As I wrote that previous paragraph, I also remembered [2], mentioning
unbuffered cursors in MySQLdb (at least in the future, as of a year ago)
and the need for one cursor at a time in that case. I haven't
investigated that any deeper than re-reading the post just now, but it's
something I would want to understand before making decisions about what
an API looks like here.
I suspect it is probably possible to make this work. How much it
complicates Django internals and userspace usage is something to
understand first, though.
[2] http://mysql-python.blogspot.com/2008/03/i-am-not-dead.html
Regards,
Malcolm
Well, the issue wasn't resolved.
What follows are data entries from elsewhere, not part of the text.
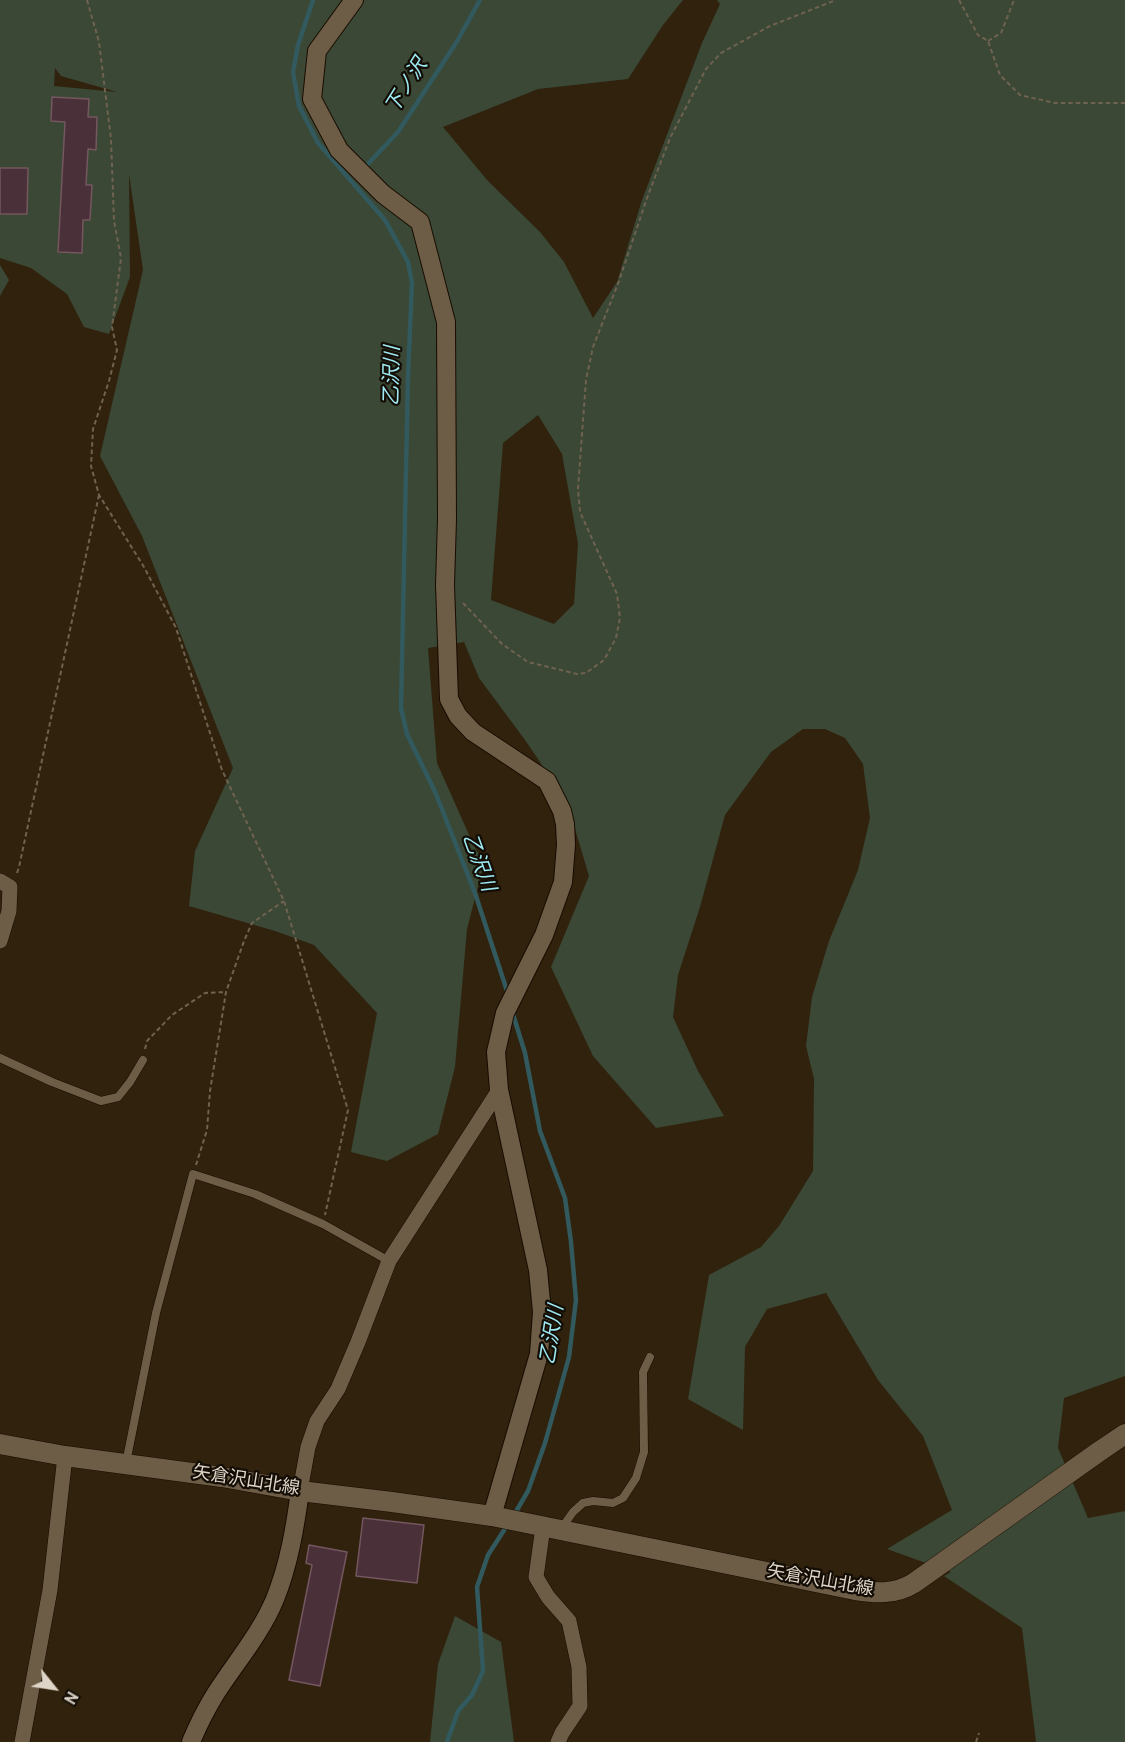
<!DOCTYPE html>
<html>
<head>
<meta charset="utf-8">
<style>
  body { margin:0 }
  #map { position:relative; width:1125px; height:1742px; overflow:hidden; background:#30220d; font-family:Overpass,sans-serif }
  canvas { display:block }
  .north { position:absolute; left:24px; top:1658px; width:60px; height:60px; -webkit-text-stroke:4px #130d05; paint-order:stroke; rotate:120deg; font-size:16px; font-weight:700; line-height:24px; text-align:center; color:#ded4c7 }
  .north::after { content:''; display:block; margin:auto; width:21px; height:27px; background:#ded4c7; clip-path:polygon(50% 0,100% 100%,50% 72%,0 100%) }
</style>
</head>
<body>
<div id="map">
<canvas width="1125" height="1742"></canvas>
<div class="north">N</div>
</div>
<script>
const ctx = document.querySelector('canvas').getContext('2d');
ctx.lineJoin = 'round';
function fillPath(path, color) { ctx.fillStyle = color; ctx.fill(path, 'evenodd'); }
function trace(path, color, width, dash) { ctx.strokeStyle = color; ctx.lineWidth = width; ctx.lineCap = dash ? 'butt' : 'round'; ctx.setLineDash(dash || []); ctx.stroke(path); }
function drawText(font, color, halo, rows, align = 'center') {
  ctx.font = font + ' Overpass,"Noto Sans JP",sans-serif'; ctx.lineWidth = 4.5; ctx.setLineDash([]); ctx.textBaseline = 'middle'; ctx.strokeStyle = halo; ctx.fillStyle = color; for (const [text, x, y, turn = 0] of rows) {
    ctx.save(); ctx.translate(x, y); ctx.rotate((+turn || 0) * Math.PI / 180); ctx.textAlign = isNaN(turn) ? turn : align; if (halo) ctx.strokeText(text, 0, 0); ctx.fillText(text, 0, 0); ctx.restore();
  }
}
fillPath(new Path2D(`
  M0,0h683l-20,25 -35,54 -90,10 -95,38 45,54 52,51 24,30 29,56 24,-36 25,-82 60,-157 18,-39 -3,-4h408v1376l-61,22 -6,50 30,70 37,-7v231h-89l-14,-114 -78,-52 7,-4 -64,-23 65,-39 -29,-74 -45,-56 -52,-87 -59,16 -22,38 -2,83 -55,-31 21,-124 52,-28 18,-21 34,-55 1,-92 -8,-33 6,-49 17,-56 29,-71 12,-52 -7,-54 -18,-26 -20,-9h-22l-32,23 -46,63 -25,92 -22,68 -5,42 25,54 26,45 -68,12 -63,-72 -42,-89 38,-91 -22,-74 -42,-62 -46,-62 -15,-36 -36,6 9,115 37,83 10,17 -17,66 -12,138 -17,67 -51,27 -36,-9 26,-139 -63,-68 -39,-14 -86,-25 6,-55 38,-83 -91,-232 -42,-80 43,-186 -14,-96 1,103 -21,57 -25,-7 -17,-33 -36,-26 -31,-10zM55,68l6,8 56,16 -63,-6zM538,415l24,39 16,90 -4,60 -20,20 -63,-24 12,-157z
  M0,265l9,15 -9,16z
  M455,1616l46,26 13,100h-84l8,-78z`), '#3a4835');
trace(new Path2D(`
  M313,0l-15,45 -5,27 6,34 19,37 67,77 23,42 4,21 -4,93 -7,332 6,26 29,60 39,99 33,101
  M364,168l34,-36 58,-89 24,-43
  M512,1011l13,42 15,78 25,67 6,44 5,58 -7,57 -24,86 -17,48 -14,24
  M447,1742l11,-31 14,-16 11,-24 -6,-84 11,-32 20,-31`), '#325a5e', 4.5);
const building = new Path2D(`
  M52,97l37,2 -1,18h9l-1,33 -8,-1 -2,36h6l-2,35h-7l-1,33 -24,-1 7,-130 -14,-1z
  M0,168h28l-1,46h-27z
  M363,1518l61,7 -7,58 -61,-7z
  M309,1545l38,7 -27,134 -31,-6 23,-115 -6,-2z`);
fillPath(building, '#4a3038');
trace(building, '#74575f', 1.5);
const service = new Path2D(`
  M0,1058l52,24 49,19 17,-4 12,-15 13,-22
  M126,1463l30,-150 37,-139 62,20 68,30 66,37
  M561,1529l12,-17 10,-9 10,-2 20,2 10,-5 13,-20 8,-26 -1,-80 7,-15`);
const minor = new Path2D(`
  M0,881l10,6 -1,24 -9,30
  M300,1491l8,-44 9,-26 21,-32 20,-47 31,-81 110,-171
  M543,1527l-7,50 12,20 21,24 10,46 1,39 -18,27 -4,9
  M22,1742l28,-152 15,-134`);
const tertiary = new Path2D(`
  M354,0l-37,51 -5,48 27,51 44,44 37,28 26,100 1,197 -2,66 4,114 9,17 15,16 74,49 15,30 3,13 1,21 -3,37 -19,53 -39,78 -9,39 3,38 39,180 4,42 -3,42 -47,162
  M191,1742c7,-17 15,-33 25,-49 20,-31 45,-60 59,-94 14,-35 20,-71 25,-108`);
const secondary = new Path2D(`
  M0,1444l65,12 157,21 78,14 92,11 100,14 363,74c20,3 40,5 59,-7l183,-130 28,-19`);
trace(service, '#180b00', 9);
trace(minor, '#180b00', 16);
trace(tertiary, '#180b00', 20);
trace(secondary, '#180b00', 21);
trace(new Path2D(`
  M87,0l12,42 12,97 3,82 7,37 -9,69 5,23 -8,31 -16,48 -2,37 8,29 45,72 32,61 46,142 62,131 64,209 -23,105
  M959,0l19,35 10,6 12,34 20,20 35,8h70
  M988,41l13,-8 13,-33
  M463,603l39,41 26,18 49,12 9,-1 18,-13 12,-22 4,-20 -3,-24 -37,-82 -2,-23 8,-109 7,-33 26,-66 28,-83 23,-60 36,-69 15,-16 49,-27 66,-26
  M17,873l2,-6 80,-372
  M145,1049l2,-8 25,-26 33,-22 21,-1
  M196,1165l11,-35 3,-39 16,-99 18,-51 8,-18 32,-22
  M976,1742l3,-9`), '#6f6250', 2, [4.5, 3]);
trace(service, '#6d5d46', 8);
trace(minor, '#6d5d46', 15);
trace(tertiary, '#6d5d46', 18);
trace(secondary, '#6d5d46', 20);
drawText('18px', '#ded4c7', '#130d05', [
  ["矢倉沢山北線",246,1482,9],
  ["矢倉沢山北線",820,1582,10]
]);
drawText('italic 20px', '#9eeaf3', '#130d05', [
  ["下ノ沢",408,87,-58],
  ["乙沢川",394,376,-89],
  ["乙沢川",477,863,70],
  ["乙沢川",554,1335,-81]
]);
</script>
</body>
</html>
What could I do? :-)
> I think the comments and requests for information Younger Me made in
> that thread are still valid. These days I would also throw in checking
> how concurrent cursor behaviour on the same connection works. We already
> know that SQLite cannot handle creating a new result set / cursor when
> an existing cursor is only partially read and I wonder if there are
> similar issues like that (again, it's related to lifecycle and resource
> management of the server-side data).
I think we can solve the whole issue of different concurrency levels
within one connection among backends just by having more than one
connection. I.e. make a new connection for each queryset requested with
a server-side flag.
API may be as simple as:
MyModel.objects.all().server_side()
which sould trigger a flag in a queryset instance that is then passed
onto backends cursor() method. This will require changing all backends
to hold a list of opened connections but I thinks it's not too
complicated. Luckily there's no public API in Django for accessing
connection objects directly. There's db._connection but it has '_'
before it for a reason :-)
Another option is to reuse an old proposal of Simon Willison on .using()
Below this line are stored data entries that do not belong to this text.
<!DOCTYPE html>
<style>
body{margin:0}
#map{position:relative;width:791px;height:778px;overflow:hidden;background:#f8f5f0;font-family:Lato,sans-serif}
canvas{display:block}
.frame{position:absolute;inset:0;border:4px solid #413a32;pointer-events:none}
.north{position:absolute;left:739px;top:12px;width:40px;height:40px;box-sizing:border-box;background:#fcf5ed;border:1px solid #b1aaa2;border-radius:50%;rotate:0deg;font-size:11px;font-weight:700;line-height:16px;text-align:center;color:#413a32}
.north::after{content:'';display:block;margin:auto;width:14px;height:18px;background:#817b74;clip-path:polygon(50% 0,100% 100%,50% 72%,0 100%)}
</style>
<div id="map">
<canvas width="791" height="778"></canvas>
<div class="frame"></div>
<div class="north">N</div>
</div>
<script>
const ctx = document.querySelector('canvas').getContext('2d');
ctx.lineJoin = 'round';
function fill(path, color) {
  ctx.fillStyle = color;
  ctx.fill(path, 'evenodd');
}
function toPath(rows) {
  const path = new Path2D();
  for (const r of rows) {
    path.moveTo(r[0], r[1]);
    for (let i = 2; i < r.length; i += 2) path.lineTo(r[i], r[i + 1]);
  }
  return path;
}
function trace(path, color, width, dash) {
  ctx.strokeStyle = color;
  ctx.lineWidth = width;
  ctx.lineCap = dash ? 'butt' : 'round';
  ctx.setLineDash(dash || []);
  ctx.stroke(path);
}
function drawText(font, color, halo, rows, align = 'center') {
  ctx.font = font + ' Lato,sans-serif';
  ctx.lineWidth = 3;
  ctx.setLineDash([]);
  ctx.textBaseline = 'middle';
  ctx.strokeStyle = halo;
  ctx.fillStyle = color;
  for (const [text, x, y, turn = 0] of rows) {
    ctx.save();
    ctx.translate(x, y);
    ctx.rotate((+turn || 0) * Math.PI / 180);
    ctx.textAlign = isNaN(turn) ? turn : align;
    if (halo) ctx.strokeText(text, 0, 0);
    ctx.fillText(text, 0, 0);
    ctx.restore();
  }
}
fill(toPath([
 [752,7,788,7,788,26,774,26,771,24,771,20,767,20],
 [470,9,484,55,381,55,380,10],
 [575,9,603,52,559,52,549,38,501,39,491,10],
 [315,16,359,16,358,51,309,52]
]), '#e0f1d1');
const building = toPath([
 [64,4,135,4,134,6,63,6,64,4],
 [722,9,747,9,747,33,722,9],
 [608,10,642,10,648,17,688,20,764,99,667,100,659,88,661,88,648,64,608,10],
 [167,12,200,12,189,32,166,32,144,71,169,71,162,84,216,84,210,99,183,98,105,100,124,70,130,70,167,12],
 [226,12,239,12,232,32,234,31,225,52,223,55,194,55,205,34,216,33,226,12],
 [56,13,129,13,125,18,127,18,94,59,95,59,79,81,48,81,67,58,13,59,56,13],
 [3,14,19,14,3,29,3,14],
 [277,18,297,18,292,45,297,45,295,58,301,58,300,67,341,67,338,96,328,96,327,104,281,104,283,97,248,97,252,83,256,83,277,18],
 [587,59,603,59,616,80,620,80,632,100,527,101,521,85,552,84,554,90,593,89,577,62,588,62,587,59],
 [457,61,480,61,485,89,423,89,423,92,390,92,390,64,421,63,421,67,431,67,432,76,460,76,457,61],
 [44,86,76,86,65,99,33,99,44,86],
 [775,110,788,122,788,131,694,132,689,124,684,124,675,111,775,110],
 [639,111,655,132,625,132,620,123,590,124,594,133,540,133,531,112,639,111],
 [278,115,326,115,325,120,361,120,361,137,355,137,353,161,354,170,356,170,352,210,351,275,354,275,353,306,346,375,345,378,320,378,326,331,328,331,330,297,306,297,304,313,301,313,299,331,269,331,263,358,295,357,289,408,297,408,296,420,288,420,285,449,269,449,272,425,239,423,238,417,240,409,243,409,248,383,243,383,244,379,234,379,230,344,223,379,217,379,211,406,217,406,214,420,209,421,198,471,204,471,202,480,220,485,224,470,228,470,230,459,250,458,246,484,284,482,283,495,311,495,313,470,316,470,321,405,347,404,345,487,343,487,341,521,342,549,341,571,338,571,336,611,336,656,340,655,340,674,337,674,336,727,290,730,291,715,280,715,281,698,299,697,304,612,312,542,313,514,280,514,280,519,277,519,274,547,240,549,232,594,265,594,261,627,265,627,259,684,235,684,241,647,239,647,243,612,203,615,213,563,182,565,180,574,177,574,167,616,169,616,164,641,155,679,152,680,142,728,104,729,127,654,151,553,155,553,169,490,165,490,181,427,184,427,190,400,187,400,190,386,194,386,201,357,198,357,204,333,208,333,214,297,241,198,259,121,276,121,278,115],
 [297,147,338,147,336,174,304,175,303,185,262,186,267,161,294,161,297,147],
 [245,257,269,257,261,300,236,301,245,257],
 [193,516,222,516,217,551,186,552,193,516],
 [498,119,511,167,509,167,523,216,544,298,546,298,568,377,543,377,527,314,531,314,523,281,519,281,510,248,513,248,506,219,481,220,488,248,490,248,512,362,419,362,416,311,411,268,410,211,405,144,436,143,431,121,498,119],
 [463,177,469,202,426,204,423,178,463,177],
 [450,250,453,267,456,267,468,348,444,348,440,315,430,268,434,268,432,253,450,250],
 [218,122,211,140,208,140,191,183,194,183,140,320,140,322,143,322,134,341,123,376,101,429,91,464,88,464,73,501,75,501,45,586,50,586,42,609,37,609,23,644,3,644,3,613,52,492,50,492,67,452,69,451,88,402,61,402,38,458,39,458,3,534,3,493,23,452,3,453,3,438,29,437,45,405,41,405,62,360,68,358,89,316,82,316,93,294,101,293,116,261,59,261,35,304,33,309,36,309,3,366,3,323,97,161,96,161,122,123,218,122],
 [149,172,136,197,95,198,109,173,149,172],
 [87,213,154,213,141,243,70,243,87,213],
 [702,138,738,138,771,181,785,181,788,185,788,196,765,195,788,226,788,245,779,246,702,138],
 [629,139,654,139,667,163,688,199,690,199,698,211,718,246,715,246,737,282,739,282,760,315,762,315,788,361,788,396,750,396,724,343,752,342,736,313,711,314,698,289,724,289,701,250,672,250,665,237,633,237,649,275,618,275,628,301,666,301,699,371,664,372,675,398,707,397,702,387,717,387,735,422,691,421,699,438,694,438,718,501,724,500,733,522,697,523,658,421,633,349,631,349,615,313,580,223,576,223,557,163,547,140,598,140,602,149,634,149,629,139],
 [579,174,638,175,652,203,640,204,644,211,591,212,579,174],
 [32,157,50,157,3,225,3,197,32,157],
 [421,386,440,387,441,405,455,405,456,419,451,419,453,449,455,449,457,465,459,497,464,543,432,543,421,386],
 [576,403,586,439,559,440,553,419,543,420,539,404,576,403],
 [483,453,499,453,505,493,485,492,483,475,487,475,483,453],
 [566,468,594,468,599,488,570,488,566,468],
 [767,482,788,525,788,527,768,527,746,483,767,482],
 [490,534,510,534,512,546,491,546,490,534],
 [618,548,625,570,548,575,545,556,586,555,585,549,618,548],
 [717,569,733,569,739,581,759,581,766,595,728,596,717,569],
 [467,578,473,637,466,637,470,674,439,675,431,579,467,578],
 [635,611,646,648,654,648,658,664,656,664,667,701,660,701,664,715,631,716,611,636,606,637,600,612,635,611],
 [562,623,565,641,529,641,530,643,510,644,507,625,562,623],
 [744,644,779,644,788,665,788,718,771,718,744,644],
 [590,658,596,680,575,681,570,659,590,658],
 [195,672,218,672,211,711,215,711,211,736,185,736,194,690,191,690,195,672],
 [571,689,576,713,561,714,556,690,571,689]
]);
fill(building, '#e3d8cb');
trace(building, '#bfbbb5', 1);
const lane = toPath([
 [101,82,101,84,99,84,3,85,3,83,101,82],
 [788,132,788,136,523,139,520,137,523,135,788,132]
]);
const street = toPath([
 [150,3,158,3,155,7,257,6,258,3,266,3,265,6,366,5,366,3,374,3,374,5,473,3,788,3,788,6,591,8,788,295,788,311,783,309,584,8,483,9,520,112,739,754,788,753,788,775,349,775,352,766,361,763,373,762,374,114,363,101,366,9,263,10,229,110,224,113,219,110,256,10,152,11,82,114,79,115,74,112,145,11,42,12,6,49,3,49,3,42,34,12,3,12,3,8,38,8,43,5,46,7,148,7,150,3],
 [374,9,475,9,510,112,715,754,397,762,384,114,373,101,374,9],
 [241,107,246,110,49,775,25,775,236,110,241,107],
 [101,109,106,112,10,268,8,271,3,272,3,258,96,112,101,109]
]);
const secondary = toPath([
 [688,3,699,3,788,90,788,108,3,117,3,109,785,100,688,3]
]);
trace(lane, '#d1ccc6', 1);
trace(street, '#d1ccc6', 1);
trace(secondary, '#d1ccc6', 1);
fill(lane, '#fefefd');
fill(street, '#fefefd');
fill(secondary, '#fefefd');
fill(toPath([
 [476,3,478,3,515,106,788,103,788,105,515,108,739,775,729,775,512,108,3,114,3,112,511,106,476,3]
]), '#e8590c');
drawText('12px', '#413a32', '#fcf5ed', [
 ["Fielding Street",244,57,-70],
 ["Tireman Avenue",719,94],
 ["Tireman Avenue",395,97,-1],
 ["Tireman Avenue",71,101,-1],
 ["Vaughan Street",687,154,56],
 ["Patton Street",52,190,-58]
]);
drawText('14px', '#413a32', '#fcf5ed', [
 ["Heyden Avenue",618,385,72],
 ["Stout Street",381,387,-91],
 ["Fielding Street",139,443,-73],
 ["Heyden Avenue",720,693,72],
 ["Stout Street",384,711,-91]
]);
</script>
method for querysets that switches it between several configured
databases. Then we can invent a new setting system for multiple DBs like:
DATABASE = {
'default': ...,
'huge_archive': {
'name': ...,
'user_server_side_cursor': True,
}
}
And then a queryset can `.using('huge_archive')` to use server-side
cursors. But I like this thing less because it's more complex and it
confuses into one method slightly different things.
> As I wrote that previous paragraph, I also remembered [2], mentioning
> unbuffered cursors in MySQLdb (at least in the future, as of a year ago)
> and the need for one cursor at a time in that case.
I believe Andy was talking about MySQLdb > 1.2 but we're still on 1.2 so
it's not something I'd consider here.